Central Hospital was a psychiatric hospital located in Hatton, Warwickshire, England.

==History==
Building began in 1846 on a 42 acre site purchased from the Earl of Warwick and was completed in 1852, the first patients moving in on 30 June. It was originally named the Warwick County Lunatic Asylum and from 1930-1948 the Warwickshire County Mental Hospital. A classic Victorian asylum built on a grand scale in the gothic style, it at one point housed 1,600 patients.

Eventually gaining over 377 acre of land, the hospital patients provided most of their own food from three farms in the grounds and a spring supplied it with water.
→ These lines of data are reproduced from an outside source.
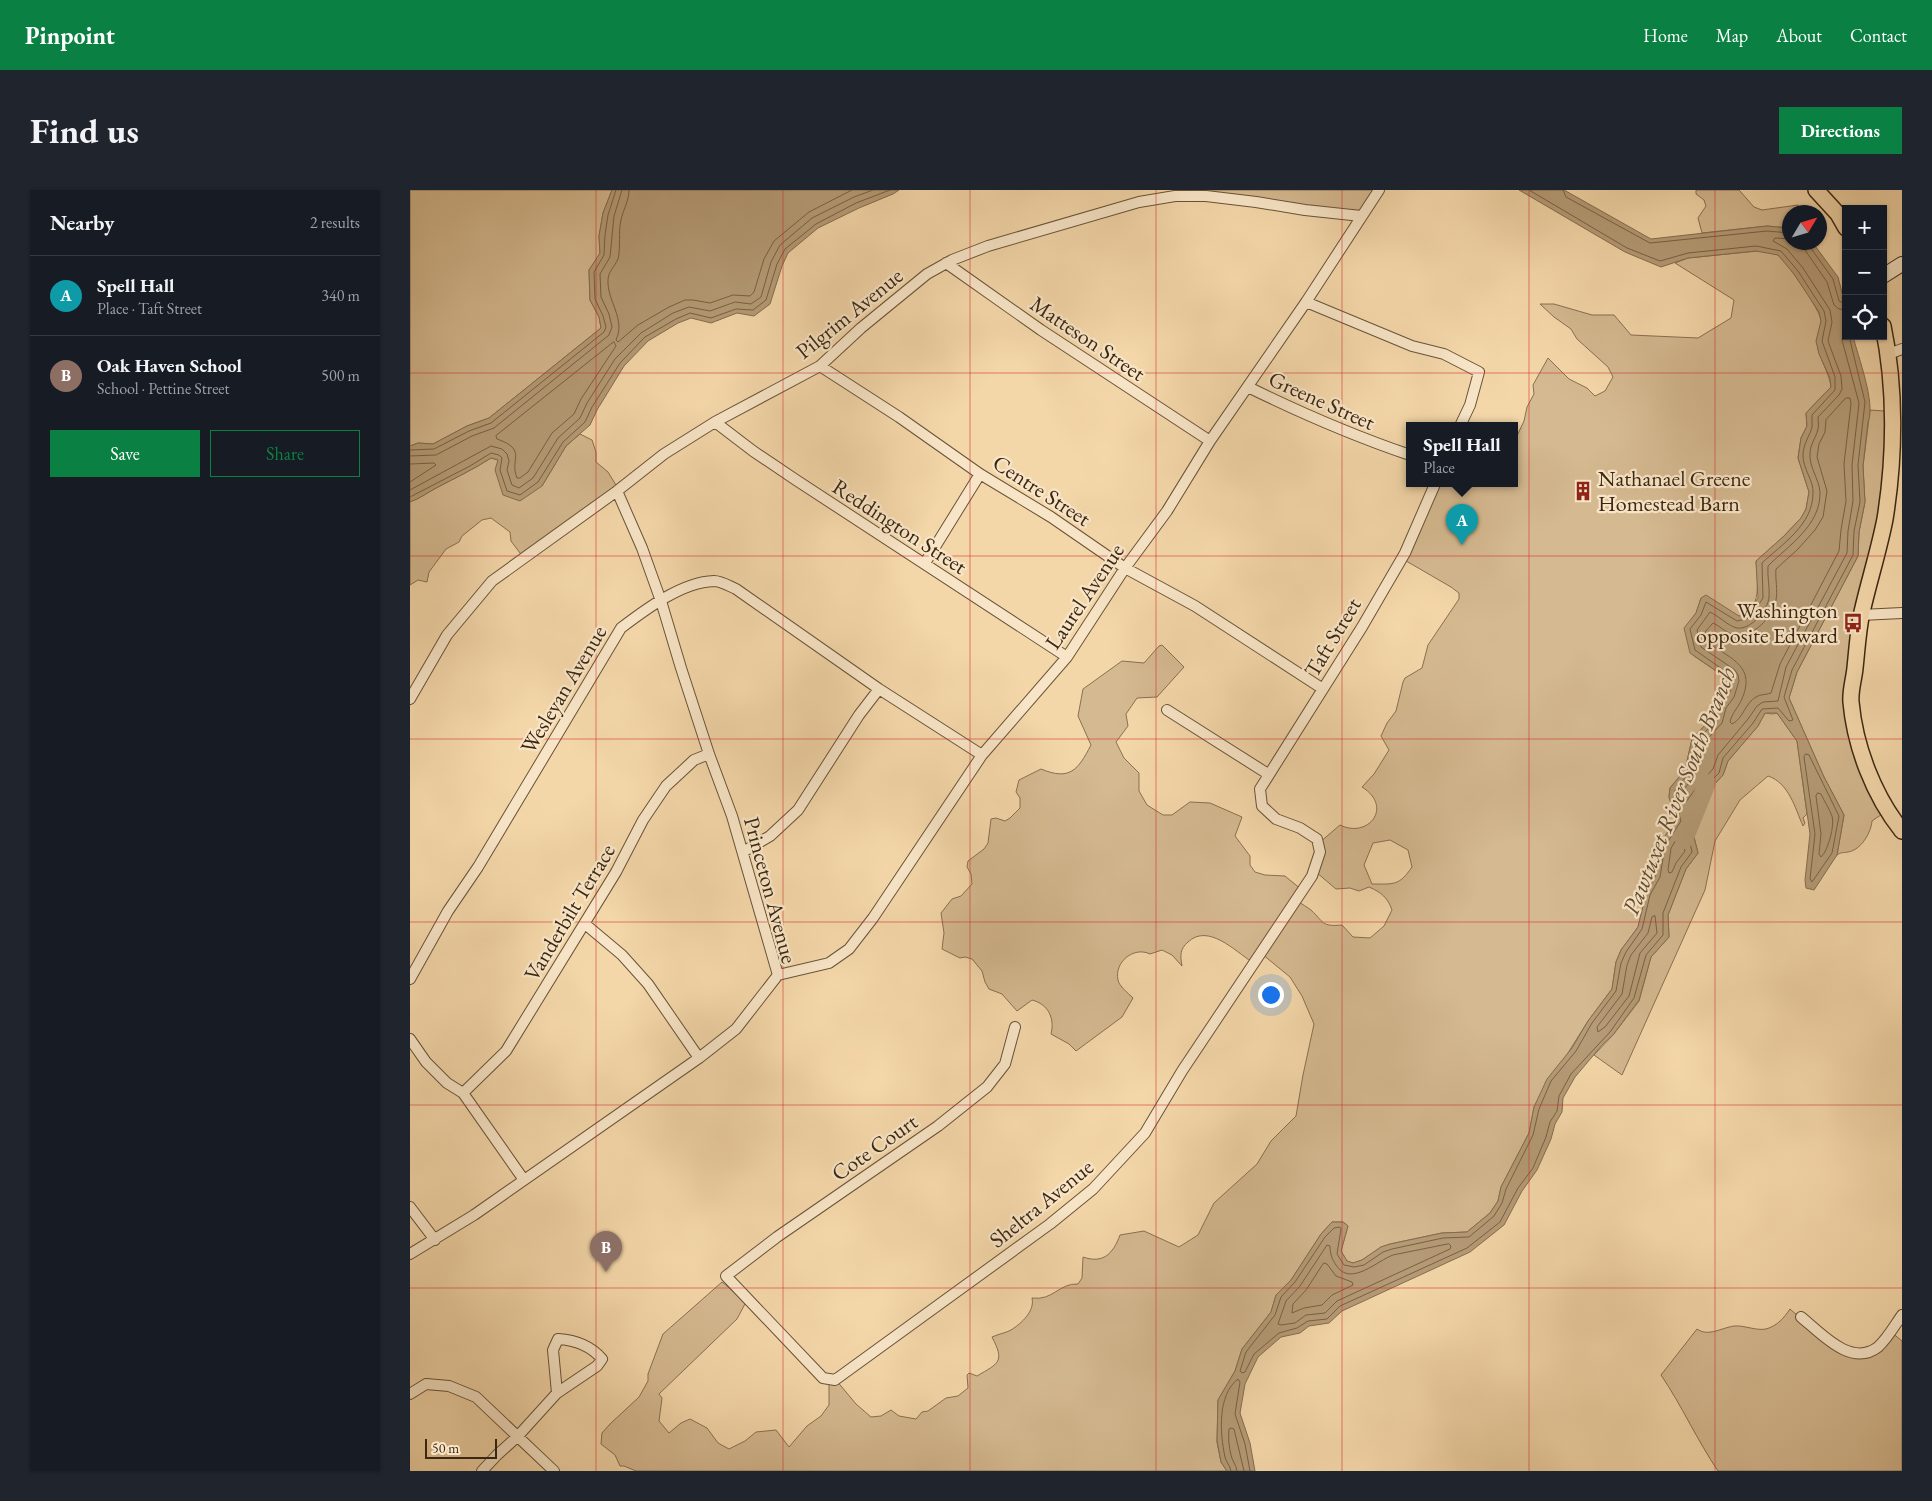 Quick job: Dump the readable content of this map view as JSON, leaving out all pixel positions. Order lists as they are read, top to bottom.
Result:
{
  "streets": {
    "street": [
      "Pilgrim Avenue",
      "Matteson Street",
      "Greene Street",
      "Centre Street",
      "Reddington Street",
      "Laurel Avenue",
      "Taft Street",
      "Wesleyan Avenue",
      "Princeton Avenue",
      "Vanderbilt Terrace",
      "Cote Court",
      "Sheltra Avenue"
    ]
  },
  "crossings": [
    ["Pilgrim Avenue", "Matteson Street"],
    ["Pilgrim Avenue", "Centre Street"],
    ["Pilgrim Avenue", "Reddington Street"],
    ["Pilgrim Avenue", "Laurel Avenue"],
    ["Pilgrim Avenue", "Princeton Avenue"],
    ["Matteson Street", "Laurel Avenue"],
    ["Greene Street", "Laurel Avenue"],
    ["Centre Street", "Laurel Avenue"],
    ["Centre Street", "Taft Street"],
    ["Reddington Street", "Laurel Avenue"],
    ["Laurel Avenue", "Wesleyan Avenue"],
    ["Laurel Avenue", "Princeton Avenue"],
    ["Taft Street", "Sheltra Avenue"],
    ["Wesleyan Avenue", "Princeton Avenue"],
    ["Princeton Avenue", "Vanderbilt Terrace"],
    ["Cote Court", "Sheltra Avenue"]
  ],
  "water": ["Pawtuxet River South Branch"],
  "places": {
    "building": ["Nathanael Greene Homestead Barn"],
    "bus stop": ["Washington opposite Edward"]
  },
  "scale_bar": "50 m",
  "north": "top right",
  "page": {
    "header": "Pinpoint",
    "nav": [
      "Home",
      "Map",
      "About",
      "Contact"
    ],
    "buttons": [
      "Directions",
      ["Save", "Share"]
    ],
    "title": "Find us",
    "heading": ["Nearby", "2 results"],
    "map_buttons": ["+", "−"],
    "list": [
      {
        "mark": "A",
        "name": "Spell Hall",
        "note": "Place · Taft Street",
        "value": "340 m"
      },
      {
        "mark": "B",
        "name": "Oak Haven School",
        "note": "School · Pettine Street",
        "value": "500 m"
      }
    ],
    "popup": ["Spell Hall", "Place"],
    "pins": ["A", "B"],
    "scale": "50 m"
  }
}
Many of the staff lived there too, it was more like a village than a hospital. It even had its own sports pitches, coffin maker and a chapel which was completed in 1862. The vicar of Hatton was responsible for the religious life of the hospital. Nevertheless, it was, in the early days, a reasonably hard place to be treated by modern standards. Mentally ill patients were subjected to, amongst other things, electric shock therapy. However compared to contemporary poor house asylums and established public asylums like Bedlam, Central treated their patients quite kindly with parties and drama productions regularly held for, and by, patients.

In the 1920s construction began on the King Edward VII Memorial Sanatorium on land adjoining the site. This later became the Hertford Hill Hospital and was used for the treatment of Tuberculosis.

In 1933 the first voluntary admissions were allowed and outpatient clinics were opened in the neighbouring urban areas of Warwick, Leamington and Coventry. In 1948 the hospital joined the National Health Service freeing up the patients to the outside world as never before. In the 1950s and 1960s the hospital evolved further. With the increasing population and understanding of mental illnesses the hospital was overcrowded for over 20 years between 1945 and the late 1960s. A step in the right direction during that time however was the building of Nuffield House in partnership with the Nuffield Foundation. These were rehabilitation units which were in essence a halfway house between the wards of the main hospital and a typical suburban home and were supervised but not totally controlled by staff. Between 1978 and 1994 Central Ajax F.C., currently of the Midland Football League, played home matches on the site.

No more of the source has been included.